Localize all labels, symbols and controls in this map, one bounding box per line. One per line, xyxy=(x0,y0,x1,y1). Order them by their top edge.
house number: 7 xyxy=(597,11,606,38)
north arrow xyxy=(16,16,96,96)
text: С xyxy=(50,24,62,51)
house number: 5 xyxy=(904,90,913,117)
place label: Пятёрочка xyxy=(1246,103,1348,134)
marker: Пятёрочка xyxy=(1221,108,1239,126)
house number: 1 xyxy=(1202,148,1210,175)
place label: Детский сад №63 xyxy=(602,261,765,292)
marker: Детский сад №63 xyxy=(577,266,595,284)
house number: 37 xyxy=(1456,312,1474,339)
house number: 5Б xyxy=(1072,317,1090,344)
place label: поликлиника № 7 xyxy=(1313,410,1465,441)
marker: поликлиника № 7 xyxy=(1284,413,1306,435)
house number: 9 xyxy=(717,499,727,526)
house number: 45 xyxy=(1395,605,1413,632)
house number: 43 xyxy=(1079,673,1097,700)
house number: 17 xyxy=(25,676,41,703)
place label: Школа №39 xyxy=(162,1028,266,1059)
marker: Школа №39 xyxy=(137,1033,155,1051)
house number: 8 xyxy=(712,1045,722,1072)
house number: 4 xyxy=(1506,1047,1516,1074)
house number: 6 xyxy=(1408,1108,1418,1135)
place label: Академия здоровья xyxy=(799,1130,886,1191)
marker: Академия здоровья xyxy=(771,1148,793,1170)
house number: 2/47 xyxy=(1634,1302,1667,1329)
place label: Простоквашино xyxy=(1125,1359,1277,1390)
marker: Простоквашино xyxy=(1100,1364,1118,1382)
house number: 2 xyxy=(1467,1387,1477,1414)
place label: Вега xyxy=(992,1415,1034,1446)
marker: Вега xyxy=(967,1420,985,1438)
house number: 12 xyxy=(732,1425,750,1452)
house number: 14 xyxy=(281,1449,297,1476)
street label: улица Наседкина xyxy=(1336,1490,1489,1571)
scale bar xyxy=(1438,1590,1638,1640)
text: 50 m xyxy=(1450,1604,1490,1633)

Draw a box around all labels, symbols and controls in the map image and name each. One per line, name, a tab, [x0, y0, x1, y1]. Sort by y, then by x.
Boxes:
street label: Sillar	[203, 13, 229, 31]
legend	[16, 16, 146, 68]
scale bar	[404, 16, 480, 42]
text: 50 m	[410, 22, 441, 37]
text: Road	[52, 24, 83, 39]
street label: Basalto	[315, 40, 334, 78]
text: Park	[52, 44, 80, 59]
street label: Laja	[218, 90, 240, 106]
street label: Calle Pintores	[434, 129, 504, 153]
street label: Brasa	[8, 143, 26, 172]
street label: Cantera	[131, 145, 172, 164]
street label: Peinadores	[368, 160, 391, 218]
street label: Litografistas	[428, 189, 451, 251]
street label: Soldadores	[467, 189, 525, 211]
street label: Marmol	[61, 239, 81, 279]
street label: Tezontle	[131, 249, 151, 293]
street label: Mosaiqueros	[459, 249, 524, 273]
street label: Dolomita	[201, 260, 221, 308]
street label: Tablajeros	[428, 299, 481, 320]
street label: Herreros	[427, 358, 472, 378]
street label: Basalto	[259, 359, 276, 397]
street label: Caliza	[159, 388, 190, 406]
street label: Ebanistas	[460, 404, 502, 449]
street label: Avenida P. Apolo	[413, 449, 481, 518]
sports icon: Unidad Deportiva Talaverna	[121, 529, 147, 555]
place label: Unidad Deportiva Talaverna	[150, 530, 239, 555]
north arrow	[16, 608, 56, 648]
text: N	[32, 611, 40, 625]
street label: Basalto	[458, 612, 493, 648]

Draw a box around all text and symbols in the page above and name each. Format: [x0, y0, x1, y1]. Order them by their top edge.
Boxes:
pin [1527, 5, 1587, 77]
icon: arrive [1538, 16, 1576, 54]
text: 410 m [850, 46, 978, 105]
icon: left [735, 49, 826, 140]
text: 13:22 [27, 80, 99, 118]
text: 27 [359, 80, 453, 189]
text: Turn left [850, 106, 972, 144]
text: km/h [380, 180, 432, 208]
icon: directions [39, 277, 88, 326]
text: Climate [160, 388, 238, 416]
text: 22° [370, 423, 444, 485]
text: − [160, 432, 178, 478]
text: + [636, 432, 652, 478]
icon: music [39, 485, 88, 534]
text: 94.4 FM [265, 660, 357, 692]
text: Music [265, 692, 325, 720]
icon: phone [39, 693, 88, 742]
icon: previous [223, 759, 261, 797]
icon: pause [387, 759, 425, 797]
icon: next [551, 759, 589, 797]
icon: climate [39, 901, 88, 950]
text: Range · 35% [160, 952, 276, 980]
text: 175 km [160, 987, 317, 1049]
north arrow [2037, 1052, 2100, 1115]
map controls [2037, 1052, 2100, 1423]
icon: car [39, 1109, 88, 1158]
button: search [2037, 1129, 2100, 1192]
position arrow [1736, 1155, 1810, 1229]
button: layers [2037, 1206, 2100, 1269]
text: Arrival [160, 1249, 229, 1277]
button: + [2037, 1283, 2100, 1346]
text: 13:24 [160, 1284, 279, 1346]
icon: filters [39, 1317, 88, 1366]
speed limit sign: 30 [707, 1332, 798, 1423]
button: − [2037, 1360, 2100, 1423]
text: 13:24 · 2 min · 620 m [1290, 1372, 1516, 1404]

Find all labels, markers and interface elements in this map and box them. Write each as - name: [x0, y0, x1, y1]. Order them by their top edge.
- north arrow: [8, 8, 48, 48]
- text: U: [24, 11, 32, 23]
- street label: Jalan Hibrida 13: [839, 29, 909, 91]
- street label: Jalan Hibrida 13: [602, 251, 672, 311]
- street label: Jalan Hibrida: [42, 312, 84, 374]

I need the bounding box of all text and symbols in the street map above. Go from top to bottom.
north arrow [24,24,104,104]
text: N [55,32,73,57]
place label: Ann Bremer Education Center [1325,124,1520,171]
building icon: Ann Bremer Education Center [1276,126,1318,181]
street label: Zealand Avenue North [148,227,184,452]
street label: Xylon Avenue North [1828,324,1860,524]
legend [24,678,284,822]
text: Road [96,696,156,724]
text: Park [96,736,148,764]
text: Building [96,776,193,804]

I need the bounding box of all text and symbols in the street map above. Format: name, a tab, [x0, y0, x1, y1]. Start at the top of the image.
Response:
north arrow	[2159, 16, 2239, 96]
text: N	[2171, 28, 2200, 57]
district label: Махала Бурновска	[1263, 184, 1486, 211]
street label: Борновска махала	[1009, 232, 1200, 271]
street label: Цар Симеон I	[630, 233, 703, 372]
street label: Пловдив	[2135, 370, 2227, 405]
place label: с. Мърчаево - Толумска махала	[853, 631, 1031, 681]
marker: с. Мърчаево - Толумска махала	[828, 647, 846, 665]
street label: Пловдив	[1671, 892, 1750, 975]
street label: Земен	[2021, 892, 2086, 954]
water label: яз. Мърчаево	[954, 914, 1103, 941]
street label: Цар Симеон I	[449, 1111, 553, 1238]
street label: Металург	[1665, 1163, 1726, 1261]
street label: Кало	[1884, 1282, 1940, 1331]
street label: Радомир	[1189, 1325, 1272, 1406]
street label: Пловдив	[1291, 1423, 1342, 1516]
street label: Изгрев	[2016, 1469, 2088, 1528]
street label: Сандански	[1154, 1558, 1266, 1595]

• _Directions_:
Copy the entries exactly as they appear.

• _Written response_:
Localize all labels, symbols and controls in this map, one bounding box per line. One per line, xyxy=(x0,y0,x1,y1). Order them by their top edge.
house number: 7 xyxy=(597,11,606,38)
north arrow xyxy=(16,16,96,96)
text: С xyxy=(50,24,62,51)
house number: 5 xyxy=(904,90,913,117)
place label: Пятёрочка xyxy=(1246,103,1348,134)
marker: Пятёрочка xyxy=(1221,108,1239,126)
house number: 1 xyxy=(1202,148,1210,175)
place label: Детский сад №63 xyxy=(602,261,765,292)
marker: Детский сад №63 xyxy=(577,266,595,284)
house number: 37 xyxy=(1456,312,1474,339)
house number: 5Б xyxy=(1072,317,1090,344)
place label: поликлиника № 7 xyxy=(1313,410,1465,441)
marker: поликлиника № 7 xyxy=(1284,413,1306,435)
house number: 9 xyxy=(717,499,727,526)
house number: 45 xyxy=(1395,605,1413,632)
house number: 43 xyxy=(1079,673,1097,700)
house number: 17 xyxy=(25,676,41,703)
place label: Школа №39 xyxy=(162,1028,266,1059)
marker: Школа №39 xyxy=(137,1033,155,1051)
house number: 8 xyxy=(712,1045,722,1072)
house number: 4 xyxy=(1506,1047,1516,1074)
house number: 6 xyxy=(1408,1108,1418,1135)
place label: Академия здоровья xyxy=(799,1130,886,1191)
marker: Академия здоровья xyxy=(771,1148,793,1170)
house number: 2/47 xyxy=(1634,1302,1667,1329)
place label: Простоквашино xyxy=(1125,1359,1277,1390)
marker: Простоквашино xyxy=(1100,1364,1118,1382)
house number: 2 xyxy=(1467,1387,1477,1414)
place label: Вега xyxy=(992,1415,1034,1446)
marker: Вега xyxy=(967,1420,985,1438)
house number: 12 xyxy=(732,1425,750,1452)
house number: 14 xyxy=(281,1449,297,1476)
street label: улица Наседкина xyxy=(1336,1490,1489,1571)
scale bar xyxy=(1438,1590,1638,1640)
text: 50 m xyxy=(1450,1604,1490,1633)

Draw a box around all labels, symbols and controls in the map image and name each. One per line, name, a tab, [x0, y0, x1, y1]. Sort by y, then by x.
Boxes:
street label: Sillar	[203, 13, 229, 31]
legend	[16, 16, 146, 68]
scale bar	[404, 16, 480, 42]
text: 50 m	[410, 22, 441, 37]
text: Road	[52, 24, 83, 39]
street label: Basalto	[315, 40, 334, 78]
text: Park	[52, 44, 80, 59]
street label: Laja	[218, 90, 240, 106]
street label: Calle Pintores	[434, 129, 504, 153]
street label: Brasa	[8, 143, 26, 172]
street label: Cantera	[131, 145, 172, 164]
street label: Peinadores	[368, 160, 391, 218]
street label: Litografistas	[428, 189, 451, 251]
street label: Soldadores	[467, 189, 525, 211]
street label: Marmol	[61, 239, 81, 279]
street label: Tezontle	[131, 249, 151, 293]
street label: Mosaiqueros	[459, 249, 524, 273]
street label: Dolomita	[201, 260, 221, 308]
street label: Tablajeros	[428, 299, 481, 320]
street label: Herreros	[427, 358, 472, 378]
street label: Basalto	[259, 359, 276, 397]
street label: Caliza	[159, 388, 190, 406]
street label: Ebanistas	[460, 404, 502, 449]
street label: Avenida P. Apolo	[413, 449, 481, 518]
sports icon: Unidad Deportiva Talaverna	[121, 529, 147, 555]
place label: Unidad Deportiva Talaverna	[150, 530, 239, 555]
north arrow	[16, 608, 56, 648]
text: N	[32, 611, 40, 625]
street label: Basalto	[458, 612, 493, 648]

Draw a box around all text and symbols in the page above and name each. Format: [x0, y0, x1, y1]. Order them by their top edge.
Boxes:
pin [1527, 5, 1587, 77]
icon: arrive [1538, 16, 1576, 54]
text: 410 m [850, 46, 978, 105]
icon: left [735, 49, 826, 140]
text: 13:22 [27, 80, 99, 118]
text: 27 [359, 80, 453, 189]
text: Turn left [850, 106, 972, 144]
text: km/h [380, 180, 432, 208]
icon: directions [39, 277, 88, 326]
text: Climate [160, 388, 238, 416]
text: 22° [370, 423, 444, 485]
text: − [160, 432, 178, 478]
text: + [636, 432, 652, 478]
icon: music [39, 485, 88, 534]
text: 94.4 FM [265, 660, 357, 692]
text: Music [265, 692, 325, 720]
icon: phone [39, 693, 88, 742]
icon: previous [223, 759, 261, 797]
icon: pause [387, 759, 425, 797]
icon: next [551, 759, 589, 797]
icon: climate [39, 901, 88, 950]
text: Range · 35% [160, 952, 276, 980]
text: 175 km [160, 987, 317, 1049]
north arrow [2037, 1052, 2100, 1115]
map controls [2037, 1052, 2100, 1423]
icon: car [39, 1109, 88, 1158]
button: search [2037, 1129, 2100, 1192]
position arrow [1736, 1155, 1810, 1229]
button: layers [2037, 1206, 2100, 1269]
text: Arrival [160, 1249, 229, 1277]
button: + [2037, 1283, 2100, 1346]
text: 13:24 [160, 1284, 279, 1346]
icon: filters [39, 1317, 88, 1366]
speed limit sign: 30 [707, 1332, 798, 1423]
button: − [2037, 1360, 2100, 1423]
text: 13:24 · 2 min · 620 m [1290, 1372, 1516, 1404]

Find all labels, markers and interface elements in this map and box them. Write each as - name: [x0, y0, x1, y1]. Order them by their top edge.
- north arrow: [8, 8, 48, 48]
- text: U: [24, 11, 32, 23]
- street label: Jalan Hibrida 13: [839, 29, 909, 91]
- street label: Jalan Hibrida 13: [602, 251, 672, 311]
- street label: Jalan Hibrida: [42, 312, 84, 374]

I need the bounding box of all text and symbols in the street map above. Go from top to bottom.
north arrow [24,24,104,104]
text: N [55,32,73,57]
place label: Ann Bremer Education Center [1325,124,1520,171]
building icon: Ann Bremer Education Center [1276,126,1318,181]
street label: Zealand Avenue North [148,227,184,452]
street label: Xylon Avenue North [1828,324,1860,524]
legend [24,678,284,822]
text: Road [96,696,156,724]
text: Park [96,736,148,764]
text: Building [96,776,193,804]

I need the bounding box of all text and symbols in the street map above. Format: name, a tab, [x0, y0, x1, y1]. Start at the top of the image.
Response:
north arrow	[2159, 16, 2239, 96]
text: N	[2171, 28, 2200, 57]
district label: Махала Бурновска	[1263, 184, 1486, 211]
street label: Борновска махала	[1009, 232, 1200, 271]
street label: Цар Симеон I	[630, 233, 703, 372]
street label: Пловдив	[2135, 370, 2227, 405]
place label: с. Мърчаево - Толумска махала	[853, 631, 1031, 681]
marker: с. Мърчаево - Толумска махала	[828, 647, 846, 665]
street label: Пловдив	[1671, 892, 1750, 975]
street label: Земен	[2021, 892, 2086, 954]
water label: яз. Мърчаево	[954, 914, 1103, 941]
street label: Цар Симеон I	[449, 1111, 553, 1238]
street label: Металург	[1665, 1163, 1726, 1261]
street label: Кало	[1884, 1282, 1940, 1331]
street label: Радомир	[1189, 1325, 1272, 1406]
street label: Пловдив	[1291, 1423, 1342, 1516]
street label: Изгрев	[2016, 1469, 2088, 1528]
street label: Сандански	[1154, 1558, 1266, 1595]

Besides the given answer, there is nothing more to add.